Common Rejection

By Someone unknown
savior@athenet.net

I sit there and stare.
Bored out of my mind in a boring science class.
Listening to parties that don't include me, and conversations between my classmates.
I sit there, feeling a tightening feeling in my stomach and resisting the erge to scream out and ask why I wasn't included. Why they don't like me. Why I can't be more talkative in school. Why everyone is so very mean to me, even if I'm not mean to them.
It's the story of my life though. It happens everyday. This common rejection of mine feels like a curse. An evil curse someone cast upon me. You see, most of the time I dont' feel this way. I let it all pass. On most days I don't care what they think. I don't care if they dont' include me. If their mean to me and treat me like dirt. I just wish they could feel how its like to be in my shoes. Wish they could sit in class and listen to parties that don't include them, and conversations that they shouldn't get involved in or only face rejection even more.

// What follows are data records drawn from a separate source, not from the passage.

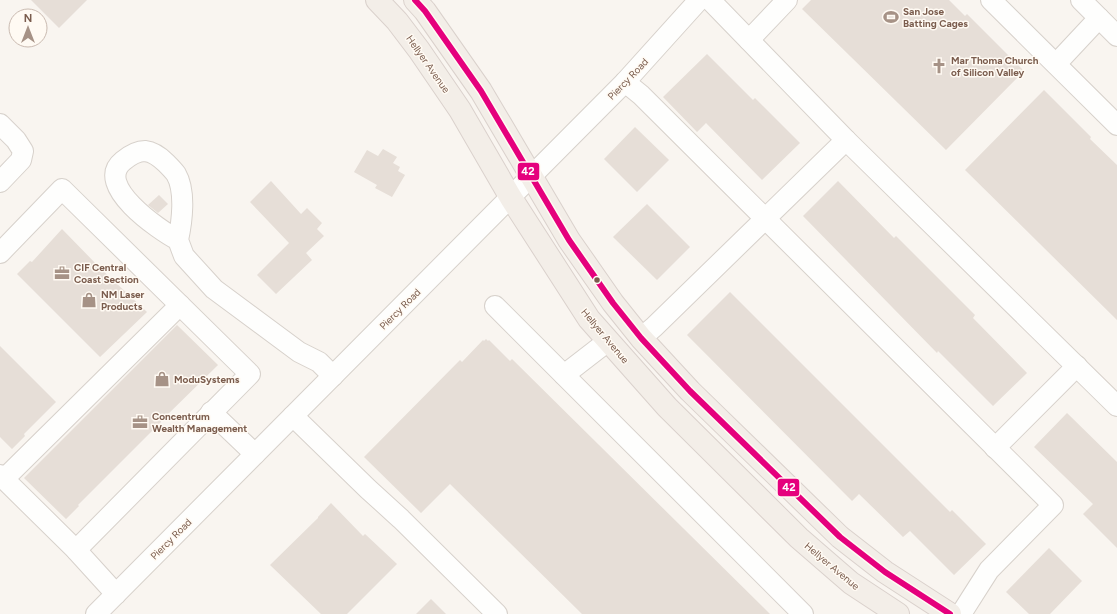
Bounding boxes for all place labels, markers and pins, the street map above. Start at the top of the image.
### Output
place label: San Jose Batting Cages [903,5,968,30]
sports icon: San Jose Batting Cages [882,8,900,26]
place label: Mar Thoma Church of Silicon Valley [951,54,1039,79]
church icon: Mar Thoma Church of Silicon Valley [930,57,948,75]
place label: CIF Central Coast Section [74,261,139,286]
office icon: CIF Central Coast Section [53,264,71,282]
unlabelled marker [592,275,602,285]
place label: NM Laser Products [101,288,145,313]
shop icon: NM Laser Products [80,291,98,309]
shop icon: ModuSystems [153,370,171,388]
place label: ModuSystems [174,373,240,386]
place label: Concentrum Wealth Management [152,410,247,435]
office icon: Concentrum Wealth Management [131,413,149,431]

On most days, as I stated upove, I never notice it as much. Its just on bad days that I do. I have friends and they help me get through. Most of this rejection is only in my mind. It feels like it isn't though. Like in a club I'm in, where we could pick groups. I suggested we should all be together, my friends of mine and some boys. I was completely left out in that idea and they all joined together. Leaving me and my other friend out. I think to myself; it doesn't matter. We'll do better with out them. Better than if they were with us. Its true, I know it. I just wish I wasn't left out again. Left out by my very own friends. Like with the party.
It makes me feel better to think though, that I'm not the only one out there who feels the same way I do. There are others and my other friend is direct proof. I can't help it if I'm not good enough, or smart enough, or talkative enough. I'm me and thats all that counts. Besides it makes me feel better also to think, there is one who will never leave me out. Who loves me for who I am. Despite what others may think, He exists, and someday I will join Him, in the kingdom of heaven.